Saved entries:
· · · · · · ·
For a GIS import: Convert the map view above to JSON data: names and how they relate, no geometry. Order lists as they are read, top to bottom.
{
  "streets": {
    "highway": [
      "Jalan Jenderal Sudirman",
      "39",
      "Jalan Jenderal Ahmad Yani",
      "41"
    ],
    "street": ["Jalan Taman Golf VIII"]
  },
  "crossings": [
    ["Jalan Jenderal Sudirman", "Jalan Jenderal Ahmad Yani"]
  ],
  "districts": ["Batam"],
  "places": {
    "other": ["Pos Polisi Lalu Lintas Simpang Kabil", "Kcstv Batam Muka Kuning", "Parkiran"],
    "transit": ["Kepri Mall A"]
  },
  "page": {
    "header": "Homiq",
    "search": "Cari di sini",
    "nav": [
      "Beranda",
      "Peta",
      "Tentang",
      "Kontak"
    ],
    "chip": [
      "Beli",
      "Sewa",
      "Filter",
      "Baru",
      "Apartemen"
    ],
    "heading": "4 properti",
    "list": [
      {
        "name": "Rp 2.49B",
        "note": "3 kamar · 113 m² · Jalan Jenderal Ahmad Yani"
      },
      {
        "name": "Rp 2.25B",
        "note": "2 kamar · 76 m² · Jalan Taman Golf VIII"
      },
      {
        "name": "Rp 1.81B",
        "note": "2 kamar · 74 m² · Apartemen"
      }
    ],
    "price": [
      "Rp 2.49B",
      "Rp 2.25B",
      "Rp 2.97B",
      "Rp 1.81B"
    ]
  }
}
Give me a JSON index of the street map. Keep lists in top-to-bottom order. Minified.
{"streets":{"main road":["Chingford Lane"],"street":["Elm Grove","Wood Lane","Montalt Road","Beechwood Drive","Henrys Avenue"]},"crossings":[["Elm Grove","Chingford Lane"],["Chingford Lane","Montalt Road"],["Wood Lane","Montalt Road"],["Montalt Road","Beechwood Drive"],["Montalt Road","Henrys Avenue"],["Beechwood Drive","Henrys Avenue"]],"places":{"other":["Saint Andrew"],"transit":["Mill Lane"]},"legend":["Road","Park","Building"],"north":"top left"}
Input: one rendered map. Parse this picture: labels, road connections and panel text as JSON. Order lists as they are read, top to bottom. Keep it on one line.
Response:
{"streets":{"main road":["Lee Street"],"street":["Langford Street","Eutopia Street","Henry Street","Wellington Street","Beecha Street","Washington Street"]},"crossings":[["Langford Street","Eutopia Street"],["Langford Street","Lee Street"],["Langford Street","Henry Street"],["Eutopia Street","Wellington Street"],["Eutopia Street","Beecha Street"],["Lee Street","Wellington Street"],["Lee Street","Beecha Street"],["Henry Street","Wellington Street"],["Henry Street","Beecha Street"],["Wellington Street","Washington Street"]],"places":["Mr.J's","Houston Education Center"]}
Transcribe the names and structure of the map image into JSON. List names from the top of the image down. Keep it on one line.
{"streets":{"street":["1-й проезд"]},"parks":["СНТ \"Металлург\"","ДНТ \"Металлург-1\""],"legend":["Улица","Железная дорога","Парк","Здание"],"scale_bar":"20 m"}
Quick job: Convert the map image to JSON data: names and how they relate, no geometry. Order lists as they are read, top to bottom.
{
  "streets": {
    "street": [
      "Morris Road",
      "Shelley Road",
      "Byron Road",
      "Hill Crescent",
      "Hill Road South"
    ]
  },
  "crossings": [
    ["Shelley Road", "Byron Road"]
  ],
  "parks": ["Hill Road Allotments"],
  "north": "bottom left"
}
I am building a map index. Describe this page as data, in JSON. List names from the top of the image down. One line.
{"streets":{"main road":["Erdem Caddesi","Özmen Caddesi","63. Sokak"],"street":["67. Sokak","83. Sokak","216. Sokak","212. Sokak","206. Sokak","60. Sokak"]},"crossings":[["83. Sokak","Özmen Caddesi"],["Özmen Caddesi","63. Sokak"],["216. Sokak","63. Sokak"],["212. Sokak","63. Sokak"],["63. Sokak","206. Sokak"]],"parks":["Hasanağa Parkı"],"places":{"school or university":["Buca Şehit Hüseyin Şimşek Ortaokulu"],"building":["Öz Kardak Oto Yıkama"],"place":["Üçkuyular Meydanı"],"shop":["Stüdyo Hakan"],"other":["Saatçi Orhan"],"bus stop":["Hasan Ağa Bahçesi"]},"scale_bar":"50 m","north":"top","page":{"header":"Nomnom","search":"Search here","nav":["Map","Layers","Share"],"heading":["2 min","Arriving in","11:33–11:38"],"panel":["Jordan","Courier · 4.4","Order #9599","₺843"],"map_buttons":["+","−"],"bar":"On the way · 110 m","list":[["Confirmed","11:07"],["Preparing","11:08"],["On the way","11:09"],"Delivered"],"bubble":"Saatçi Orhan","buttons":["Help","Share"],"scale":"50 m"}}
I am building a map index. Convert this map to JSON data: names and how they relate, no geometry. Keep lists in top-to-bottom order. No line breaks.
· · · · · · ·
Write out each line of the data above again, exactly as given.

For a GIS import: Convert the map view above to JSON data: names and how they relate, no geometry. Order lists as they are read, top to bottom.
{
  "streets": {
    "highway": [
      "Jalan Jenderal Sudirman",
      "39",
      "Jalan Jenderal Ahmad Yani",
      "41"
    ],
    "street": ["Jalan Taman Golf VIII"]
  },
  "crossings": [
    ["Jalan Jenderal Sudirman", "Jalan Jenderal Ahmad Yani"]
  ],
  "districts": ["Batam"],
  "places": {
    "other": ["Pos Polisi Lalu Lintas Simpang Kabil", "Kcstv Batam Muka Kuning", "Parkiran"],
    "transit": ["Kepri Mall A"]
  },
  "page": {
    "header": "Homiq",
    "search": "Cari di sini",
    "nav": [
      "Beranda",
      "Peta",
      "Tentang",
      "Kontak"
    ],
    "chip": [
      "Beli",
      "Sewa",
      "Filter",
      "Baru",
      "Apartemen"
    ],
    "heading": "4 properti",
    "list": [
      {
        "name": "Rp 2.49B",
        "note": "3 kamar · 113 m² · Jalan Jenderal Ahmad Yani"
      },
      {
        "name": "Rp 2.25B",
        "note": "2 kamar · 76 m² · Jalan Taman Golf VIII"
      },
      {
        "name": "Rp 1.81B",
        "note": "2 kamar · 74 m² · Apartemen"
      }
    ],
    "price": [
      "Rp 2.49B",
      "Rp 2.25B",
      "Rp 2.97B",
      "Rp 1.81B"
    ]
  }
}
Give me a JSON index of the street map. Keep lists in top-to-bottom order. Minified.
{"streets":{"main road":["Chingford Lane"],"street":["Elm Grove","Wood Lane","Montalt Road","Beechwood Drive","Henrys Avenue"]},"crossings":[["Elm Grove","Chingford Lane"],["Chingford Lane","Montalt Road"],["Wood Lane","Montalt Road"],["Montalt Road","Beechwood Drive"],["Montalt Road","Henrys Avenue"],["Beechwood Drive","Henrys Avenue"]],"places":{"other":["Saint Andrew"],"transit":["Mill Lane"]},"legend":["Road","Park","Building"],"north":"top left"}
Input: one rendered map. Parse this picture: labels, road connections and panel text as JSON. Order lists as they are read, top to bottom. Keep it on one line.
Response:
{"streets":{"main road":["Lee Street"],"street":["Langford Street","Eutopia Street","Henry Street","Wellington Street","Beecha Street","Washington Street"]},"crossings":[["Langford Street","Eutopia Street"],["Langford Street","Lee Street"],["Langford Street","Henry Street"],["Eutopia Street","Wellington Street"],["Eutopia Street","Beecha Street"],["Lee Street","Wellington Street"],["Lee Street","Beecha Street"],["Henry Street","Wellington Street"],["Henry Street","Beecha Street"],["Wellington Street","Washington Street"]],"places":["Mr.J's","Houston Education Center"]}
Transcribe the names and structure of the map image into JSON. List names from the top of the image down. Keep it on one line.
{"streets":{"street":["1-й проезд"]},"parks":["СНТ \"Металлург\"","ДНТ \"Металлург-1\""],"legend":["Улица","Железная дорога","Парк","Здание"],"scale_bar":"20 m"}
Quick job: Convert the map image to JSON data: names and how they relate, no geometry. Order lists as they are read, top to bottom.
{
  "streets": {
    "street": [
      "Morris Road",
      "Shelley Road",
      "Byron Road",
      "Hill Crescent",
      "Hill Road South"
    ]
  },
  "crossings": [
    ["Shelley Road", "Byron Road"]
  ],
  "parks": ["Hill Road Allotments"],
  "north": "bottom left"
}
I am building a map index. Describe this page as data, in JSON. List names from the top of the image down. One line.
{"streets":{"main road":["Erdem Caddesi","Özmen Caddesi","63. Sokak"],"street":["67. Sokak","83. Sokak","216. Sokak","212. Sokak","206. Sokak","60. Sokak"]},"crossings":[["83. Sokak","Özmen Caddesi"],["Özmen Caddesi","63. Sokak"],["216. Sokak","63. Sokak"],["212. Sokak","63. Sokak"],["63. Sokak","206. Sokak"]],"parks":["Hasanağa Parkı"],"places":{"school or university":["Buca Şehit Hüseyin Şimşek Ortaokulu"],"building":["Öz Kardak Oto Yıkama"],"place":["Üçkuyular Meydanı"],"shop":["Stüdyo Hakan"],"other":["Saatçi Orhan"],"bus stop":["Hasan Ağa Bahçesi"]},"scale_bar":"50 m","north":"top","page":{"header":"Nomnom","search":"Search here","nav":["Map","Layers","Share"],"heading":["2 min","Arriving in","11:33–11:38"],"panel":["Jordan","Courier · 4.4","Order #9599","₺843"],"map_buttons":["+","−"],"bar":"On the way · 110 m","list":[["Confirmed","11:07"],["Preparing","11:08"],["On the way","11:09"],"Delivered"],"bubble":"Saatçi Orhan","buttons":["Help","Share"],"scale":"50 m"}}
I am building a map index. Convert this map to JSON data: names and how they relate, no geometry. Keep lists in top-to-bottom order. No line breaks.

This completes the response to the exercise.